Restrictions on female access to employment cost the region up to 47 billion dollars, while up to 30 billion dollars a year are lost because of lower female enrolment in schools, the report said.

"Appalling disparities remain" in women's treatment in the region, the UN Economic and Social Commission for Asia and the Pacific (UNESCAP) said in what officials called a ground-breaking analysis released here.

"The economic cost of gender inequality is humungous," Samika Sirimanne, the UN economist who headed the study into gender inequality, told AFP.

The document was the first by the UN to seek to quantify financially the cost of discrimination against females in the region, rather than looking at the issue in a social light, Sirimanne said.

"It's a wake-up call," she said.

India, which has the lowest female workforce participation, could add a full percentage point a year to its annual economic growth rate if its rate of women in work reached parity with the United States, the report said.

"India loses about 19 billion dollars a year just because it doesn't have more women in the workforce," said Sirimanne.

Malaysia and Indonesia could also gain significantly if they had more women working, but in China the effect would be less as it has a higher proportion of women workers.

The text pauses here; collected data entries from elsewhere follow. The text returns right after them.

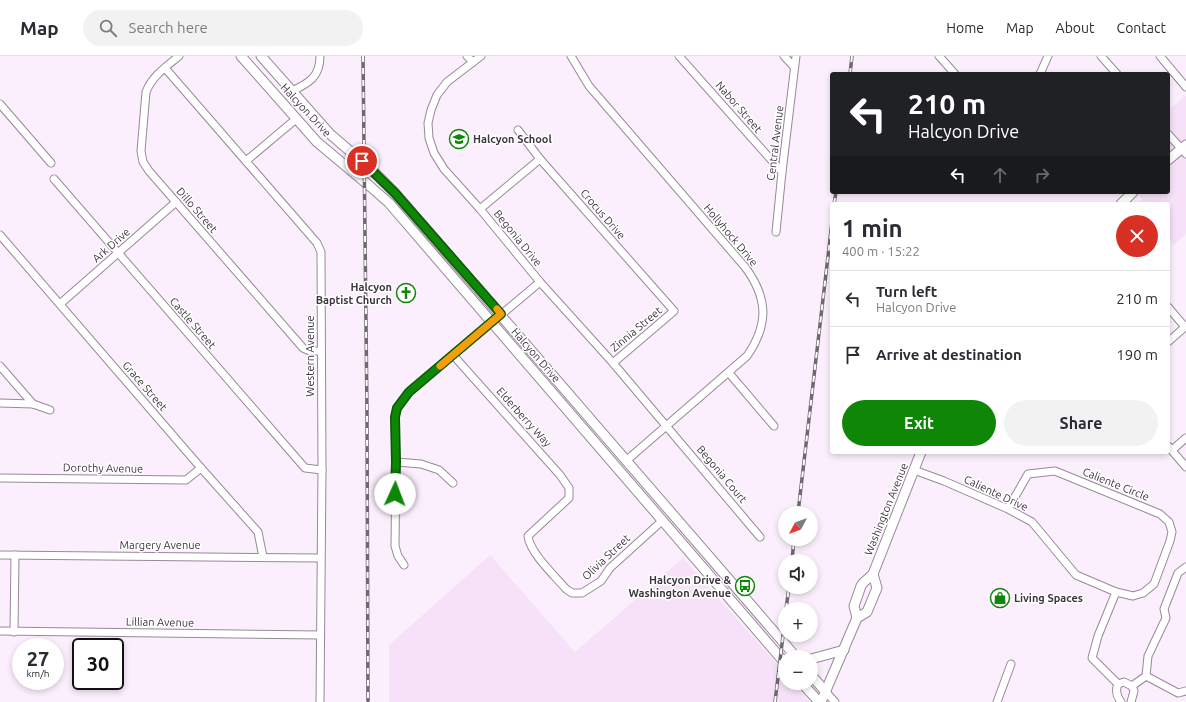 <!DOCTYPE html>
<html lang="en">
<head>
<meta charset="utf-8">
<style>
  :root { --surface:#fff; --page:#f2f2f3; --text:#2b2b33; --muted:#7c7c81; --line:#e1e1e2; --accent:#0f8706 }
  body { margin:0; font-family:Ubuntu,sans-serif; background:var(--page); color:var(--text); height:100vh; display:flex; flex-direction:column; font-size:15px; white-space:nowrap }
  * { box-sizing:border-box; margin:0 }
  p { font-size:13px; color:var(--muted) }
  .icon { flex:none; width:22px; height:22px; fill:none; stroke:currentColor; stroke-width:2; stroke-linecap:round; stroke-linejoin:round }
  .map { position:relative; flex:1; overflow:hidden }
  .details { position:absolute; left:830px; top:146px; width:340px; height:252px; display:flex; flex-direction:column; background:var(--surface); border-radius:4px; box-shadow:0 2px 6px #0003 }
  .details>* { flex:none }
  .guide { position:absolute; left:830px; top:16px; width:340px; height:122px; border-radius:4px; box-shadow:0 2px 6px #0003; background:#202124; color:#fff; overflow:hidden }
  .needle { width:26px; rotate:229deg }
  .controls { position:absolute; left:778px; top:450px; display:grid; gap:8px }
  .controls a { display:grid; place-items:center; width:40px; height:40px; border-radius:50%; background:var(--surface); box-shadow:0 2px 6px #0003; font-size:20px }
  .speed { position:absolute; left:12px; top:582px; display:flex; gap:8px; font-size:20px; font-weight:700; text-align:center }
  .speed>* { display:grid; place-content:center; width:52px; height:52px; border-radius:50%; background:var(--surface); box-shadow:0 2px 6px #0003; line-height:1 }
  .speed small { font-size:10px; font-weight:400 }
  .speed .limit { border:2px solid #111; border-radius:6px; background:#fff; color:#111 }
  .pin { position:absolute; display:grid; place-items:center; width:34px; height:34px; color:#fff; margin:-17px; border:2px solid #fff; border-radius:50%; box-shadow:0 1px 4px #0007 }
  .me { position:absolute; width:44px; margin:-22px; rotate:2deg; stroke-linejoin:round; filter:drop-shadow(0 0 3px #0008) }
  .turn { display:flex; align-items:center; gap:14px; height:84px; padding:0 12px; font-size:18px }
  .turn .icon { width:52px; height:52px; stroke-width:2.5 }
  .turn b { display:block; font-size:28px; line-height:34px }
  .lanes { display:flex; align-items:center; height:38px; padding:0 12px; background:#0003; justify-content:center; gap:20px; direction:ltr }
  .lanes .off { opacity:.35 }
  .round { display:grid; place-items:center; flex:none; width:42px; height:42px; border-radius:21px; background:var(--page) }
  .head { display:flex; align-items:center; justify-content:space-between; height:68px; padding:0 12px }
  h1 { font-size:24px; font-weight:600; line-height:30px }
  .button { display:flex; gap:8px; margin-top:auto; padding:8px 12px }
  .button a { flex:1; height:46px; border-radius:24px; background:var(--accent); color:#fff; font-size:16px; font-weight:600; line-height:46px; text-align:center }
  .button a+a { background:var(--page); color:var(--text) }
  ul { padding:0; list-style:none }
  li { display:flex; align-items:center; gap:12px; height:56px; padding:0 12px; border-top:1px solid var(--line) }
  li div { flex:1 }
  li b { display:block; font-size:15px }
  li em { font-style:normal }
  header { display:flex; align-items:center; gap:24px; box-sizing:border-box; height:56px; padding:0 20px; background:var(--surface); border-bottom:1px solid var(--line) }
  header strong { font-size:19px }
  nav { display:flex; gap:22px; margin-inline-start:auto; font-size:14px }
  .search { width:280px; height:36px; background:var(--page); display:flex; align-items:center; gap:10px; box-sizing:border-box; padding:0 14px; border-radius:22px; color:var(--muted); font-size:15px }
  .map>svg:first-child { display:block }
  .built { fill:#f6e1f9 }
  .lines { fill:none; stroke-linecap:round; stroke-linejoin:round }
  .minor-casing { stroke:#978999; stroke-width:9 }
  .major-casing { stroke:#978999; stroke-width:11 }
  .minor { stroke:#fff; stroke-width:7 }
  .major { stroke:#fff; stroke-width:9 }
  .rail-casing { stroke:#706871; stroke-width:3.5 }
  .rail { stroke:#fff; stroke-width:2; stroke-dasharray:6; stroke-linecap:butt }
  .route-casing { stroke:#0a5804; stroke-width:10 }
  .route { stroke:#0f8706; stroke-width:7 }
  .slow { stroke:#f59e0b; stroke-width:7 }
  .labels { text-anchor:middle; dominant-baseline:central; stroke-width:3; stroke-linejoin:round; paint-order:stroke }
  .street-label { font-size:11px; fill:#3d373e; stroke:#fff }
  .poi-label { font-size:11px; font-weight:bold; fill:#3d373e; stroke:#fff; text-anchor:start }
</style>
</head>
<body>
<header>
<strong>Map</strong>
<div class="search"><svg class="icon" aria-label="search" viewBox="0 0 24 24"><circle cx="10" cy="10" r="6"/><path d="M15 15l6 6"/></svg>Search here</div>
<nav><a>Home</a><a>Map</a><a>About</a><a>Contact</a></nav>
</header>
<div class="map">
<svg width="1186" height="646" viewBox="0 0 1186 646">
  <rect width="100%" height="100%" fill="#fceffd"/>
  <g class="built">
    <path d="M1186,39V178L1174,189L1168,182V148H1138L1143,143L1136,136H1168V55Z"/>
    <path d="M490,499L575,596L683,502L785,617V627H794L810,646H389V589Z"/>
  </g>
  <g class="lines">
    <defs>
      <g id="minor">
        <path d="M179,0C167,10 152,20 146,36L141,95L143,106L149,115L303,292L310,295H321"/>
        <path d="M467,0L473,6"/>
        <path d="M481,0L447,26L437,39L431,54L428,67L429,82L434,97L444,113L480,153L540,226L613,307L760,481"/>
        <path d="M571,0L589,30L745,211C768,242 769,268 747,300L627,404"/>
        <path d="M679,0L782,116"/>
        <path d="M784,0L794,11"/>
        <path d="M939,0L955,18"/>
        <path d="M1101,0L1117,18"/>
        <path d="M1160,0L1186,31"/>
        <path d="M165,12L317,187L321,196L322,414L320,646"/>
        <path d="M1040,18L1048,0"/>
        <path d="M292,35C309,27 320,21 320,0"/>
        <path d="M0,48L51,107"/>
        <path d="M518,74L540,103L674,255L613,307"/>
        <path d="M1168,78L1186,98"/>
        <path d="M246,105L296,63"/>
        <path d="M54,123L305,412L322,414"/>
        <path d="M480,153L540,103"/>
        <path d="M776,176L782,116L796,0"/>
        <path d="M0,179L201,412L258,476L263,501"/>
        <path d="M60,248L176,146"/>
        <path d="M1168,251L1185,271"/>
        <path d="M1168,286L1186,270"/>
        <path d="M453,299L560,419L569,432V442L528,480C530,497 554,519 566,533L572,537H582L601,525L610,512L663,464"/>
        <path d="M0,310L33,348"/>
        <path d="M729,317L774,370"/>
        <path d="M0,347L33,348L50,354"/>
        <path d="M1168,390L1186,411"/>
        <path d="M1172,394L1186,382"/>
        <path d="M396,406L421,408L439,414L453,427"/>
        <path d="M914,414L944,425L1008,453L1032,466L1076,519L1116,536L1133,540L1143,537L1154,528L1170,485L1172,476L1169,466L1160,458L1055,415L1028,418L1008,453"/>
        <path d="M0,422L186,424L201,412"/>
        <path d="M0,499L320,502"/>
        <path d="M404,509L398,500L395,490L396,406L395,361L397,352L409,336L540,226"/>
        <path d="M1116,536L1098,580L1092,602L1118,628"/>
        <path d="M0,575L320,579"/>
        <path d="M14,576L15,499"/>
        <path d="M1146,620L1178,637L1186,635"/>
        <path d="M1118,628L1124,626L1132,630L1134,635L1131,646"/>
        <path d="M1118,628C1115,635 1117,641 1121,646"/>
        <path d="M1132,630L1146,620L1148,600L1166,562L1164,553L1178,517L1186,511"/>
        <path d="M826,636L835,646"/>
        <path d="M997,646L1011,608"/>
      </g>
      <g id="major">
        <path d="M241,0L317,86L372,132L389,147L785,607"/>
        <path d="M261,0L330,78L372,114L395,137L796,601"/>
        <path d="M1168,104L1186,89"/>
        <path d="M1121,148L1133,136"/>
        <path d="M857,562L854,550L861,530L863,527L873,518L921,396"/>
        <path d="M811,603L844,594"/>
        <path d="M811,619L826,636"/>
        <path d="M802,627L819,646"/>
        <path d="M821,646L857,562L867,556L877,532L873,518"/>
      </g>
    </defs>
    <use href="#minor" class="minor-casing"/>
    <use href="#major" class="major-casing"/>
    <use href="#minor" class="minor"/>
    <use href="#major" class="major"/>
    <defs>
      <g id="rail">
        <path d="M363,0L367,356L368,646"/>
        <path d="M850,18L852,0"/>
        <path d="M834,148L836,136"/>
        <path d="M798,457L832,166"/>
        <path d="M792,505L794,483"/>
        <path d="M786,553L789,531"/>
        <path d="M775,646L785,563"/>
      </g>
    </defs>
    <use href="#rail" class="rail-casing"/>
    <use href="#rail" class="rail"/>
  </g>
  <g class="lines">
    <defs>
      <path id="route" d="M362,105L395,137L501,258L409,336L397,352L395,361L396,406L395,438"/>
    </defs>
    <use href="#route" class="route-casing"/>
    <use href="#route" class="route"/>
    <path class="slow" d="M440,310L501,258L497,253"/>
  </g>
  <defs>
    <symbol id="school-ring" viewBox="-11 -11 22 22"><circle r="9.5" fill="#fff" stroke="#0f8706" stroke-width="1.5"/><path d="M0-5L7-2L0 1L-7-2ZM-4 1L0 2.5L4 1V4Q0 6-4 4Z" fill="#0f8706"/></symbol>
    <symbol id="church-ring" viewBox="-11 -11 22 22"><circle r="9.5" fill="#fff" stroke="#0f8706" stroke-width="1.5"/><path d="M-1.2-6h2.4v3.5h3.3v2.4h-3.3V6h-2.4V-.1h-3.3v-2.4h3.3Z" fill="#0f8706"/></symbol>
    <symbol id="bus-ring" viewBox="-11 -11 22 22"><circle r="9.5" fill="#fff" stroke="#0f8706" stroke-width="1.5"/><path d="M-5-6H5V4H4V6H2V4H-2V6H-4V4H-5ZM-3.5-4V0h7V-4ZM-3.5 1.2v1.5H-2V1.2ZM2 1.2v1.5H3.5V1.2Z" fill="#0f8706"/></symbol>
    <symbol id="shop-ring" viewBox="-11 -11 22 22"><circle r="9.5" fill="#fff" stroke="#0f8706" stroke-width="1.5"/><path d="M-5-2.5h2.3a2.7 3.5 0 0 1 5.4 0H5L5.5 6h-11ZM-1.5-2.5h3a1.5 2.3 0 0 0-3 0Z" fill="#0f8706"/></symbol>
  </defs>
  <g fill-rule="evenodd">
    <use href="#school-ring" x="448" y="72" width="22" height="22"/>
    <use href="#church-ring" x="395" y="226" width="22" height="22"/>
    <use href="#bus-ring" x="734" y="519" width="22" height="22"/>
    <use href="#shop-ring" x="989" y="531" width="22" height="22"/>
  </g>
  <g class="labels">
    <g class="street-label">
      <text transform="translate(739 51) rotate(49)">Nabor Street</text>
      <text transform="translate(306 54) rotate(47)">Halcyon Drive</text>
      <text transform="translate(775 87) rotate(-83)">Central Avenue</text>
      <text transform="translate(197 154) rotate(49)">Dillo Street</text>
      <text transform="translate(603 158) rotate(49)">Crocus Drive</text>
      <text transform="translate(731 179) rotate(50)">Hollyhock Drive</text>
      <text transform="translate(518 182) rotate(51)">Begonia Drive</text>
      <text transform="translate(111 189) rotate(-41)">Ark Drive</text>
      <text transform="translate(193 267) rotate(49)">Castle Street</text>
      <text transform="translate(636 273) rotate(-40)">Zinnia Street</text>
      <text transform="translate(536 299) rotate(49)">Halcyon Drive</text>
      <text transform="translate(310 300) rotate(-90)">Western Avenue</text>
      <text transform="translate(145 330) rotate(49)">Grace Street</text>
      <text transform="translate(524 361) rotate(48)">Elderberry Way</text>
      <text transform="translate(103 412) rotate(1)">Dorothy Avenue</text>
      <text transform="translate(722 418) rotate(50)">Begonia Court</text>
      <text transform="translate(1116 428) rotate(22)">Caliente Circle</text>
      <text transform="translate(996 437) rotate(25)">Caliente Drive</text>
      <text transform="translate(886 453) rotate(-68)">Washington Avenue</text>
      <text x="160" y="489">Margery Avenue</text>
      <text transform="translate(606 501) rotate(-43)">Olivia Street</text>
      <text transform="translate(160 566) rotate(1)">Lillian Avenue</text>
    </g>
    <g class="poi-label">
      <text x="473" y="83">Halcyon School</text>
      <text x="392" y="231" text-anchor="end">Halcyon<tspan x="392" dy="13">Baptist Church</tspan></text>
      <text x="731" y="524" text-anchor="end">Halcyon Drive &amp;<tspan x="731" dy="13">Washington Avenue</tspan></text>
      <text x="1014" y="542">Living Spaces</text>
    </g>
  </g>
</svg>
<div class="controls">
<a><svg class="needle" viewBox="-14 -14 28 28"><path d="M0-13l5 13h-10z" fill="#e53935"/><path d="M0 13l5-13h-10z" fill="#7c7c81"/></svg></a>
<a><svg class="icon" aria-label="sound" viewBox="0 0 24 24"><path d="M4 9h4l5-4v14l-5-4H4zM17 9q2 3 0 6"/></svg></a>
<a>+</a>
<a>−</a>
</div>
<div class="speed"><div>27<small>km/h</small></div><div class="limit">30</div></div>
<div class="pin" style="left:362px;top:105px;background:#d93025"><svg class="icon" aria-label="arrive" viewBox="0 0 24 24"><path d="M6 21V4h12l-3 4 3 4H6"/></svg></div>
<svg class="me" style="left:395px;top:438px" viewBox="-20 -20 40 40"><circle r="19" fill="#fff"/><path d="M0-13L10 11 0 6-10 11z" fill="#0f8706"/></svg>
<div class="guide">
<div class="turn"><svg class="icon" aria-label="left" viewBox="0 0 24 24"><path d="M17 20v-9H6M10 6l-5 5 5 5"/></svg><div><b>210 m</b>Halcyon Drive</div></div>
<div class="lanes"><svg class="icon" aria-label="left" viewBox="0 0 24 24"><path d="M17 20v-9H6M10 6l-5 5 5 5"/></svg><svg class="icon off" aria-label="ahead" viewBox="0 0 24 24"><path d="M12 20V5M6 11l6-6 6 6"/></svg><svg class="icon off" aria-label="right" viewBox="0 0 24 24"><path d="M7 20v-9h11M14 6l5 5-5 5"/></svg></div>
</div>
<section class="details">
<div class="head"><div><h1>1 min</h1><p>400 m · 15:22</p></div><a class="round" style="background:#d93025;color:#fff"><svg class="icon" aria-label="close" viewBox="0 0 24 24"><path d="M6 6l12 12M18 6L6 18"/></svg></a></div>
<ul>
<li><svg class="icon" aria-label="left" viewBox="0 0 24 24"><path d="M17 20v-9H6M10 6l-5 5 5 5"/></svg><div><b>Turn left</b><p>Halcyon Drive</p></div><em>210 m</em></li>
<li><svg class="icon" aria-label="arrive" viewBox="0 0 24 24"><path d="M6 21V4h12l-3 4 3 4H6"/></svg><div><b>Arrive at destination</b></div><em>190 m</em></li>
</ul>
<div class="button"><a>Exit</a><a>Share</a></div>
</section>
</div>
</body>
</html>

Female primary school enrolment across the region was as much as 26 percent lower than for males, the report said, adding such disparities were also reflected in access to health.

"The things to fix these problems can be implemented without too much cost -- it requires vision and commitment at the top," said Sirimanne.

"We're not talking about big infrastructure projects, just a commitment that women can get to a hospital, girls can go to school. The region is growing economically very quickly -- these things should be happening," she said.

"Mobile clinics are not expensive," she added.

Economies in the region are seen growing by 7.4 percent in 2007, according to UNESCAP.

"In 2007, the shocking thing is that in a number of places maternal mortality numbers are going up rather than down," Sirimanne said.

The group also sounded the alarm over the shrinking female-to-male ratio in the population, particularly in North and Central Asia, South Asia and the Pacific island nations.

"In some countries one in every 10 girls dies before the age of one, and one in every 50 women dies during pregnancy and delivery," the report said.

"In any situation, the number of women should be higher than the number of men, but in some places we see it is the other way round -- the women are dying early," Sirimanne added.

Sirimanne said the study had not "even attempted to quantify the economic costs" of such practices as female foeticide which, while illegal, is widespread in India where sons are favoured over daughters.

The report also said violence against women continues unabated, indicating how "voiceless" women are in households and in countries.

In the region, only seven countries had parliaments in which more than 20 percent of representatives were women, with New Zealand boasting the highest rate at 28 percent.

The report offered a host of solutions including free basic schooling and adult education for women, as well as laws to guarantee equal access to health care services and jobs.